The Blurb On The Back:
Susan Calman’s enthusiasm and happiness at being on <u>Strictly Come Dancing</u> was an inspiration to all of us. Cheer Up Love, Susan’s first book, had a clear aim: to help people understand depression. Sunny Side Up has a similarly clear path: to persuade people to be kinder to each other and spread more joy.
These are extremely difficult and confusing times – people are cross and shouty. It’s exhausting! But more than anything, people like Susan, people who don’t hate other people, are apologising for the way they think. Susan wants to make sure that they don’t.
She wants them to know that it’s ok to love people, that kindness and community are wonderful and brilliant, and to bring on the joy in the little things in life and help defeat the hate and fear.
Susan is a one-woman army of hope and joy, and she’s ready to lead the nation in a different direction.
The Review (Cut For Spoilers):
Susan Calman is a corporate lawyer-turned-comedian who appeared on Strictly Come Dancing in 2017. In this book, which refers heavily to her Strictly experiences, she urges readers to practice kindness and thereby bring joy to themselves and others. It’s not the deepest of messages but I liked the wry, at times pointed, humour she deploys when sharing her experiences and making her arguments and I hope that it brings her more fans.
I picked up this book because I’m a fan of Susan Calman generally through her Radio 4 show and her appearances on QI so I know that I like her style of humour, which is very much present in her conversational writing style.
The book itself draws heavily on her experiences on Strictly, which clearly meant a lot to her and which she got a lot from. I have to say that I don’t watch Strictly because it’s not my kind of thing, so I wasn’t that engaged by her descriptions of being on the show or her friendship with Kevin but I did empathise with her descriptions of the worries she had about being on the show. I think a lot of people can relate to her concerns about how people would react to her body shape (especially her account of working with the costume designers when she wanted to dance as Wonder Woman) and her frustrations at not picking up on steps well or the criticism she apparently had, which meant she was frequently in the bottom 2 (which could lead to elimination). I also liked the way she responds to those who criticised her for going on the show and dancing with a man when she’s a lesbian and apparently “should” have wanted to dance with a woman and I admired the way she recounts examples of when she’s had her own perceptions challenged – my favourite being her account of when she went to America to work as an death penalty appeals lawyer – and how meeting people on Death Row challenged why she thought as she did.

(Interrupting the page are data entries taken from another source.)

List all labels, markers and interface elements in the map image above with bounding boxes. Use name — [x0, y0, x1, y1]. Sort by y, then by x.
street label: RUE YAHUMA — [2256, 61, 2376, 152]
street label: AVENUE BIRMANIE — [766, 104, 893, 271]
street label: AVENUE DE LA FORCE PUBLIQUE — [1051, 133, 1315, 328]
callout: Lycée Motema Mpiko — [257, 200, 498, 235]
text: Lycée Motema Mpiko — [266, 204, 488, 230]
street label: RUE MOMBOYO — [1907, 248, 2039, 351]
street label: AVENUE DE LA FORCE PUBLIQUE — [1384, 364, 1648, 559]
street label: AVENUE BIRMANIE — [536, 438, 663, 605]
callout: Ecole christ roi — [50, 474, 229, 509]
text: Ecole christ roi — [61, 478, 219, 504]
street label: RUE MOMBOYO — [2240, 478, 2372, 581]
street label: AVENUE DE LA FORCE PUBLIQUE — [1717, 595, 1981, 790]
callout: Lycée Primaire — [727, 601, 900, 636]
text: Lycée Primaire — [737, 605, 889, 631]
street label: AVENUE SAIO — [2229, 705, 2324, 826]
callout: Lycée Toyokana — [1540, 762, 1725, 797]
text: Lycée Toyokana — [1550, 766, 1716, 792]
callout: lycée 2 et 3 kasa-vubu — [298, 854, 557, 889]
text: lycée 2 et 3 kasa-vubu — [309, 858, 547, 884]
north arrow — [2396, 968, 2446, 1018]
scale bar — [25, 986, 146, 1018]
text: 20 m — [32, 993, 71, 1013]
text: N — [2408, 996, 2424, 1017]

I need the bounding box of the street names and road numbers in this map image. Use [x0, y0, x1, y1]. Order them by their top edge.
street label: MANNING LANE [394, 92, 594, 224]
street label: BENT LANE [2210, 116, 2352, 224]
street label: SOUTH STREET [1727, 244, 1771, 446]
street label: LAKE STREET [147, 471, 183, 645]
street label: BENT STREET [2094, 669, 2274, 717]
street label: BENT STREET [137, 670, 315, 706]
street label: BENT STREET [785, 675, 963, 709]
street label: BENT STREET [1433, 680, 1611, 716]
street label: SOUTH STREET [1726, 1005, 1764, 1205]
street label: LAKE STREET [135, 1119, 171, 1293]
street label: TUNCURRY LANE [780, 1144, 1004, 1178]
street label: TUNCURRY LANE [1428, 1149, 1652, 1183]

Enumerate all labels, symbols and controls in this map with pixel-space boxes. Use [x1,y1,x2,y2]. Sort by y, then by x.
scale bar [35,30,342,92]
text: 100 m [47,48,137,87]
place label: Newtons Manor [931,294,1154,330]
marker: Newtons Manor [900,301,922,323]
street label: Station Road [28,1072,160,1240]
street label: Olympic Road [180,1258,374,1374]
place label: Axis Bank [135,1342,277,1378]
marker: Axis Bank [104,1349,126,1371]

It’s difficult to argue with the message that people should be kinder to each other and to themselves and I certainly think that Calman makes a good case for it and I do not disagree with her point about turning to kindness in a world where anger and resentment seem to be the default emotions. She gives plenty of examples of how to demonstrate kindness and I particularly liked the way she includes tweets from audience members to one of her stand-up tours, which describe their experiences in receiving and giving kind acts.
All in all, this is a pleasant way to spend a few hours and I look forward to reading what Calman writes next.
Thanks to the Amazon Vine Programme for the review copy of this book.